Documenting Durham’s Diet Culture with Wilson Library’s Special Collections
In 2006, 4,000 people traveled to Durham to lose weight at one of three major diet centers, according to an article from ABC News. Durham is still home to the centers referenced in the article — the Rice Diet Program, the Duke Diet and Fitness Center (now called the Duke Lifestyle and Weight Management Center), and the Structure House — and has been known as the “Diet Capital of the World” since the 1980s.
Annie Elledge, a graduate student in the geography department, has been interested in fat studies — an interdisciplinary field that unpacks how fatness is portrayed from social, cultural, historical, and political perspectives — for a long time. While working with her advisor, Betsy Olson, to find a thesis topic, she stumbled upon an article that mentioned the Durham nickname and was immediately curious. To learn more about the city’s diet industry, she spent the summer of 2021 working with librarians Sarah Carrier, Renée Bosman, Taylor de Klerk, and Sarah Morris at Wilson Special Collections Library to uncover its origins.

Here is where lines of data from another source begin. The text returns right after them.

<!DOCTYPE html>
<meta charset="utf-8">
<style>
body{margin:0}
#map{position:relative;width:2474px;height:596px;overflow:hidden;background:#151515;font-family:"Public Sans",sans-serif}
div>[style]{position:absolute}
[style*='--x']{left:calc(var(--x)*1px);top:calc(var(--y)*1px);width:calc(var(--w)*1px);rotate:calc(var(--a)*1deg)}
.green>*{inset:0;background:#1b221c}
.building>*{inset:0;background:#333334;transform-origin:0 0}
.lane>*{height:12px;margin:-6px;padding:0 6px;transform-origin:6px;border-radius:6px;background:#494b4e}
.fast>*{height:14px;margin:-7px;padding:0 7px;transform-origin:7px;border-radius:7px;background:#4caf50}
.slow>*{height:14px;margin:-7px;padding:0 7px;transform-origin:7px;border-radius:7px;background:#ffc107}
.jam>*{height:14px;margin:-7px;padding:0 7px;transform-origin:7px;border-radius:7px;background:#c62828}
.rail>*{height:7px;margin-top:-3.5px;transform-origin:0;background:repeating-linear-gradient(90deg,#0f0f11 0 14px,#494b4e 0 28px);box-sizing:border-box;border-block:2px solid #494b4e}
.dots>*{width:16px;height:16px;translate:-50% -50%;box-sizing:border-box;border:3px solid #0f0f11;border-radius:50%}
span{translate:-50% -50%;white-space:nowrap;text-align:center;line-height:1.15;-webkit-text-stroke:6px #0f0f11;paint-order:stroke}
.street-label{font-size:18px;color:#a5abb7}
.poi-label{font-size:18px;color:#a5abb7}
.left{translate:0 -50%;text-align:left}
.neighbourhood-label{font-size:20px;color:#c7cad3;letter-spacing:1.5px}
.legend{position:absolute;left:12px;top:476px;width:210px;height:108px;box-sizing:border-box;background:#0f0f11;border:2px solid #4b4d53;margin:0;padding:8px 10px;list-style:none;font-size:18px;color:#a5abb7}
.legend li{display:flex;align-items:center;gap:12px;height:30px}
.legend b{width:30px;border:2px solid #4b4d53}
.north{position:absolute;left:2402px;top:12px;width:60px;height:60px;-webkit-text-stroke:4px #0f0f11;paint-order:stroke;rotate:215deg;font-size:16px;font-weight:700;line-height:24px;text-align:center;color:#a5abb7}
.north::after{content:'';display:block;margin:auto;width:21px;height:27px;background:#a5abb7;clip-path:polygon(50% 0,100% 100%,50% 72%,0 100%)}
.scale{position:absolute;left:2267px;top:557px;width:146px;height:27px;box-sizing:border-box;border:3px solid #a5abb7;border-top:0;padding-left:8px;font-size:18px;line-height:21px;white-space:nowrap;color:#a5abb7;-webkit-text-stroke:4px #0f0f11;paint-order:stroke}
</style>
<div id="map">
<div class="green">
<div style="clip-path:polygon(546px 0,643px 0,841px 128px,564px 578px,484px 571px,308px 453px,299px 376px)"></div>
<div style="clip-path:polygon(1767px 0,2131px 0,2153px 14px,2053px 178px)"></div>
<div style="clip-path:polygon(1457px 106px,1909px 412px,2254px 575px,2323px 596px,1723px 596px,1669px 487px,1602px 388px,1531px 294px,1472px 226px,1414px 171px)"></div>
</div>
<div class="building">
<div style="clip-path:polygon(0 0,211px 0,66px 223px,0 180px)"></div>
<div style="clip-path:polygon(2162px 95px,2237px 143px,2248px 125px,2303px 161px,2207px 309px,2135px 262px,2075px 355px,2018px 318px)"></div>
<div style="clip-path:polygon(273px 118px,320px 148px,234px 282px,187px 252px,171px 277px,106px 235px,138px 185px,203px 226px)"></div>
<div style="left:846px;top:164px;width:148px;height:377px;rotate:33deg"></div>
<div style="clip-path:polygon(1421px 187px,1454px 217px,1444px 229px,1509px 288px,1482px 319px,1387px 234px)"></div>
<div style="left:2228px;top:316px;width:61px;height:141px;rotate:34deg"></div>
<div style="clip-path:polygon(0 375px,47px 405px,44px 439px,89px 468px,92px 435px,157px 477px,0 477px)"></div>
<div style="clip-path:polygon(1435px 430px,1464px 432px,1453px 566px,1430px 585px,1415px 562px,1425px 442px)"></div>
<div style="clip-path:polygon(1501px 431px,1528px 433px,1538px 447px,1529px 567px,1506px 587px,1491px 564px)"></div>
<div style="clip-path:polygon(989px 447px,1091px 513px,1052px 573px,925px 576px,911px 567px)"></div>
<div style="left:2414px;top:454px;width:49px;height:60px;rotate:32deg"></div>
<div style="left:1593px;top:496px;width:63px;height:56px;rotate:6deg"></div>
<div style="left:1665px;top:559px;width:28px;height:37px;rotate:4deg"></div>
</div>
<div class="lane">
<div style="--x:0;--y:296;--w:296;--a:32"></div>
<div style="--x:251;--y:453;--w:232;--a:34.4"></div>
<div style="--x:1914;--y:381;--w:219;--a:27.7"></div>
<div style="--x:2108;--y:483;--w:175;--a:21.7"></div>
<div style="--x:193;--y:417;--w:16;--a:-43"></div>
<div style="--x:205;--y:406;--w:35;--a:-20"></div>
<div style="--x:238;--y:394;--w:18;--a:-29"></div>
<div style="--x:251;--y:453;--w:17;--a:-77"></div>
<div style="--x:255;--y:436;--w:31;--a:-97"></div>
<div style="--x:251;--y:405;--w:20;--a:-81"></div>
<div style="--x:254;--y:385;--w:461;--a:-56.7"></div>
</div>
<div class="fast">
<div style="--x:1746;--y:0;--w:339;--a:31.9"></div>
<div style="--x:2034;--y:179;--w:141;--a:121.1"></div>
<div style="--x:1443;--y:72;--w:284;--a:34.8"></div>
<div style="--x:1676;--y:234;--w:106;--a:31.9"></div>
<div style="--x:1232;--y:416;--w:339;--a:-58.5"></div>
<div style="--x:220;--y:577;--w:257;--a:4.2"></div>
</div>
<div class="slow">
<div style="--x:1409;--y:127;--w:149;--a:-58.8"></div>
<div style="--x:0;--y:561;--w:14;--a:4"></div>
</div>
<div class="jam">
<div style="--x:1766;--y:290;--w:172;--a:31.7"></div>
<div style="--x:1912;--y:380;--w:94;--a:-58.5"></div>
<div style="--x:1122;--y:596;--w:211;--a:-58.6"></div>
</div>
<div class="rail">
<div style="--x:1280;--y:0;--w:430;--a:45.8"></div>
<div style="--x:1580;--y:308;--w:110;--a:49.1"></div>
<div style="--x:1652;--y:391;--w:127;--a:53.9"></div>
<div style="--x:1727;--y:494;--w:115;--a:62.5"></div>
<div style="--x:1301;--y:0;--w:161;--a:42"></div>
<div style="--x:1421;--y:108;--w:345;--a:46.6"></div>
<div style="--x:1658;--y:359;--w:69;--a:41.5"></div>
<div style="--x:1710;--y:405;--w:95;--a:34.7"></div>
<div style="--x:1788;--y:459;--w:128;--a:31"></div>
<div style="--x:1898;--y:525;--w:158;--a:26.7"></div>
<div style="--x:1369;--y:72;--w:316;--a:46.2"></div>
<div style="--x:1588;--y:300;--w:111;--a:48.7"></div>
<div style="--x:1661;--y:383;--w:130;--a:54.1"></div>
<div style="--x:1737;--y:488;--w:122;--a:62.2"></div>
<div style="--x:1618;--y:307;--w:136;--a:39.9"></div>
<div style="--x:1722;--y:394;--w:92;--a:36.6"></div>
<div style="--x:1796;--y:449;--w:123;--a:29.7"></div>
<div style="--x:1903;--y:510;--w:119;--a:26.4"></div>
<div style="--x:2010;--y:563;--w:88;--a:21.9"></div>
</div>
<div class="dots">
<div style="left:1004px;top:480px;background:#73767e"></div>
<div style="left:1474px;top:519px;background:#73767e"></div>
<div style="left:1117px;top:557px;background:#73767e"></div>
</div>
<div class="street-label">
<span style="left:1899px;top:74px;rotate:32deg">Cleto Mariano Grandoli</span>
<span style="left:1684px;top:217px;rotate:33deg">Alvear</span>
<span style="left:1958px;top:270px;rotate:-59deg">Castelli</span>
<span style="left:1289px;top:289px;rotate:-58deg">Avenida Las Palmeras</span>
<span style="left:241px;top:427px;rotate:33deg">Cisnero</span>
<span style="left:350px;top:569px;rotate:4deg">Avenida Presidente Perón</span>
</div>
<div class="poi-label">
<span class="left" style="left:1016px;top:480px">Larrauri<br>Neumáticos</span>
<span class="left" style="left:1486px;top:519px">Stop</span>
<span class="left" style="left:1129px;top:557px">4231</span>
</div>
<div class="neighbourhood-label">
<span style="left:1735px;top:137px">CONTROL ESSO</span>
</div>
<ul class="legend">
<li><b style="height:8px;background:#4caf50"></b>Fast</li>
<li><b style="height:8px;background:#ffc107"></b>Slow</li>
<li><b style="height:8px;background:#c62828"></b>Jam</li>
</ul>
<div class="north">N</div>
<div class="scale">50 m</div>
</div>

“They were instrumental in helping me figure out what a project like this could look like because I was so new to archival work and didn’t know where to start,” Elledge says. “They make these Google docs that literally have so many links. Oh, here’s a book, here’s a special collection thing. Just all these resources — more than you could ever imagine. And they talk you through your project.”
One of those resources was decades of Durham city directories, these giant brown tomes filled with names and addresses of local businesses. Elledge dug through multiple editions, looking for terms like “reducing salons,” “health spas,” and “health organizations” — what weight-loss facilities used to be called. She compiled that information into a list and used online archives, like the North Carolina Digital Collections and NewsBank, to learn how locals felt about the weight-loss industry at that time.
Today, Elledge has a well-established master’s thesis: the history of Durham’s diet and weight-loss industry from the 1930s to 1980s. She strives to understand how the city and the fat body get produced through anti-fatness and where that happens in the city, from weight loss facilities to diet clinics to restaurants.
“The librarians really go out of their way to help people find information,” Elledge says. “And if they can’t find you the exact answer, they’ll find you as much context as possible to help you figure out your project. They provide this safe space to help you feel comfortable and give you everything you need to do that work.”